Stored data

[Start of section]

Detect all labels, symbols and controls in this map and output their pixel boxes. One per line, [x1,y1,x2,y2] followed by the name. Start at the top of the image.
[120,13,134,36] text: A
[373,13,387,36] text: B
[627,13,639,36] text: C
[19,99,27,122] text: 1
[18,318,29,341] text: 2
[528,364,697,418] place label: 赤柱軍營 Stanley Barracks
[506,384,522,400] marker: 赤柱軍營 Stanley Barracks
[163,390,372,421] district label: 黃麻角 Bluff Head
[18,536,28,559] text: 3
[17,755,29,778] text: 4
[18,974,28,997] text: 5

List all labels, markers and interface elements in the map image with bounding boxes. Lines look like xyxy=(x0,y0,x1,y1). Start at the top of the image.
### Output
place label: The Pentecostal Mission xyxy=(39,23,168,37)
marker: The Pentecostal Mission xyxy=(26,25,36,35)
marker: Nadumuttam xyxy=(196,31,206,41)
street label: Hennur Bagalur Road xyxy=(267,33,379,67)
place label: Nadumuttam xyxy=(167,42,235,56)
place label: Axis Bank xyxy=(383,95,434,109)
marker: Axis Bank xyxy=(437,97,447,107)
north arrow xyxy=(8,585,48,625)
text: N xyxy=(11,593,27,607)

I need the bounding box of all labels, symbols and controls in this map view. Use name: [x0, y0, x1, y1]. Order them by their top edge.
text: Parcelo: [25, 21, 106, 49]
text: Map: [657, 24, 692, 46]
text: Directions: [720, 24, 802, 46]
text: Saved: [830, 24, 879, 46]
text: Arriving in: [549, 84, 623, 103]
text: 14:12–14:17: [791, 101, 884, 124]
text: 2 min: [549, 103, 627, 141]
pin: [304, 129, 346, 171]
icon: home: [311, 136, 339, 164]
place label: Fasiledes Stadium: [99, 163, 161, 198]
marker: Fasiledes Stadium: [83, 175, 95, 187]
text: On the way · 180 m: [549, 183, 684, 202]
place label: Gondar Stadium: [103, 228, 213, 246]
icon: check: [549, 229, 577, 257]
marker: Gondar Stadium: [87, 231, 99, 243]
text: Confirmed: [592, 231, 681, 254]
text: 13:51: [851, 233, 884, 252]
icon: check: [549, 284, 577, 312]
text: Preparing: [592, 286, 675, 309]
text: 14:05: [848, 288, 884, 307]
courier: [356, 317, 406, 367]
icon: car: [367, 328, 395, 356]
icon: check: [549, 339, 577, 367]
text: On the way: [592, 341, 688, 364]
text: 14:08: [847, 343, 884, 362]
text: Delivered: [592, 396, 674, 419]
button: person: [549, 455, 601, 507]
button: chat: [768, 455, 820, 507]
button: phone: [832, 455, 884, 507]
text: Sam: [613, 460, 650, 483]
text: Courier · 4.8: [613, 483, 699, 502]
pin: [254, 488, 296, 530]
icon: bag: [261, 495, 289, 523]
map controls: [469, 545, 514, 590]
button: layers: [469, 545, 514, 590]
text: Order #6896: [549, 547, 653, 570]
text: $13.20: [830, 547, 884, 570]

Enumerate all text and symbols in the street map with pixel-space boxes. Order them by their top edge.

[End of section]
[Start of section]

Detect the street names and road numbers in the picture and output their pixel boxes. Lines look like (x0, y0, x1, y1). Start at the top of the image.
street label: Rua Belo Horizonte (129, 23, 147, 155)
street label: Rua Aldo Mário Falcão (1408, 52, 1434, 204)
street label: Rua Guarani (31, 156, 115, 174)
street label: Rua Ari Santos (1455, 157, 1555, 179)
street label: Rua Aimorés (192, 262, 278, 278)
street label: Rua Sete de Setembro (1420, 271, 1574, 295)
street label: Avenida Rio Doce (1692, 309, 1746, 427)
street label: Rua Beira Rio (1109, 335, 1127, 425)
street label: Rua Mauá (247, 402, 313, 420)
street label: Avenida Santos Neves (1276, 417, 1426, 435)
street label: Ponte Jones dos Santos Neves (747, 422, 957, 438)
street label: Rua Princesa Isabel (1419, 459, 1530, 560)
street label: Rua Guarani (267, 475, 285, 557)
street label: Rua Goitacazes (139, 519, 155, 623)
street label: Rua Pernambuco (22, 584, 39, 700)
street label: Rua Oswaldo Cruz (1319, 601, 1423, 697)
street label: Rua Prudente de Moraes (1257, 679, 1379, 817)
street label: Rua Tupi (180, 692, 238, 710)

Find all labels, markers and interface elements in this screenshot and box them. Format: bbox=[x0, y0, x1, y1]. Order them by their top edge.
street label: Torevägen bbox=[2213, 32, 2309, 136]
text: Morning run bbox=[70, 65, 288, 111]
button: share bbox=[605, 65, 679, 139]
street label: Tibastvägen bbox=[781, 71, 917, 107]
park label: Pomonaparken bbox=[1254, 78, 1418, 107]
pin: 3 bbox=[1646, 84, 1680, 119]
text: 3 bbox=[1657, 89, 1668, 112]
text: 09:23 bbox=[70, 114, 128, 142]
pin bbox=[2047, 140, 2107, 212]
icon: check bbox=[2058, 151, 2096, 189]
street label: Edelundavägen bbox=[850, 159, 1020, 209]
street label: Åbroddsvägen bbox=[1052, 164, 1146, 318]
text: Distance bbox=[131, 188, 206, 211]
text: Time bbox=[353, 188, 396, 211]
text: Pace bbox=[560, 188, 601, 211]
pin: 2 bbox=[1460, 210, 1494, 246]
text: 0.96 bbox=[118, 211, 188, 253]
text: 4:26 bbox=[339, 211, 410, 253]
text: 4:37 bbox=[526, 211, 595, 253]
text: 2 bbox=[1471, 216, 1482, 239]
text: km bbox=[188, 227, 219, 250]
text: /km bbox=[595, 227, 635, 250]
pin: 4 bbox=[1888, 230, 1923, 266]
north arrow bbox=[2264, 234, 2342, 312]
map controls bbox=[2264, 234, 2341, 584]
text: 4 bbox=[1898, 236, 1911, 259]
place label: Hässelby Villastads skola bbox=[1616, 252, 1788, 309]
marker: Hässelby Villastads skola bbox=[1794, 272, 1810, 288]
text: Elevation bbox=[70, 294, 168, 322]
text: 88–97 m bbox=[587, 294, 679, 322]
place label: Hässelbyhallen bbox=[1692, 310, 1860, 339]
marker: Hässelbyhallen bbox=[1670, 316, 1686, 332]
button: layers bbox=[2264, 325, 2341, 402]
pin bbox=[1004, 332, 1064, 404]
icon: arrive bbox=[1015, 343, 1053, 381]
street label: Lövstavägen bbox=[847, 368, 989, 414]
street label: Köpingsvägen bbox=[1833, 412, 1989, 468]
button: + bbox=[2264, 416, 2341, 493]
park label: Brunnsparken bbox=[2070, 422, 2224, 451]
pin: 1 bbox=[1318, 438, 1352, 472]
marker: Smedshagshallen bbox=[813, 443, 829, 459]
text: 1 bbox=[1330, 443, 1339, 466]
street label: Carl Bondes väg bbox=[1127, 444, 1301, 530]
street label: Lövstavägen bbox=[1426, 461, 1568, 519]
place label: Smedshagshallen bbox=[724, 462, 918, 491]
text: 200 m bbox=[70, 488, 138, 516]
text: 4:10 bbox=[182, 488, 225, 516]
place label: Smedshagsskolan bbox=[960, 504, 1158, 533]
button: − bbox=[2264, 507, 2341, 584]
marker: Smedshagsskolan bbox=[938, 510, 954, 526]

[End of section]

Exercise requirements >> Look through the records and copy every line that has the word "with".

Exercise output >>
List all labels, markers and interface elements in the map image with bounding boxes. Lines look like xyxy=(x0,y0,x1,y1). Start at the top of the image.
Enumerate all text and symbols in the street map with pixel-space boxes. Order them by their top edge.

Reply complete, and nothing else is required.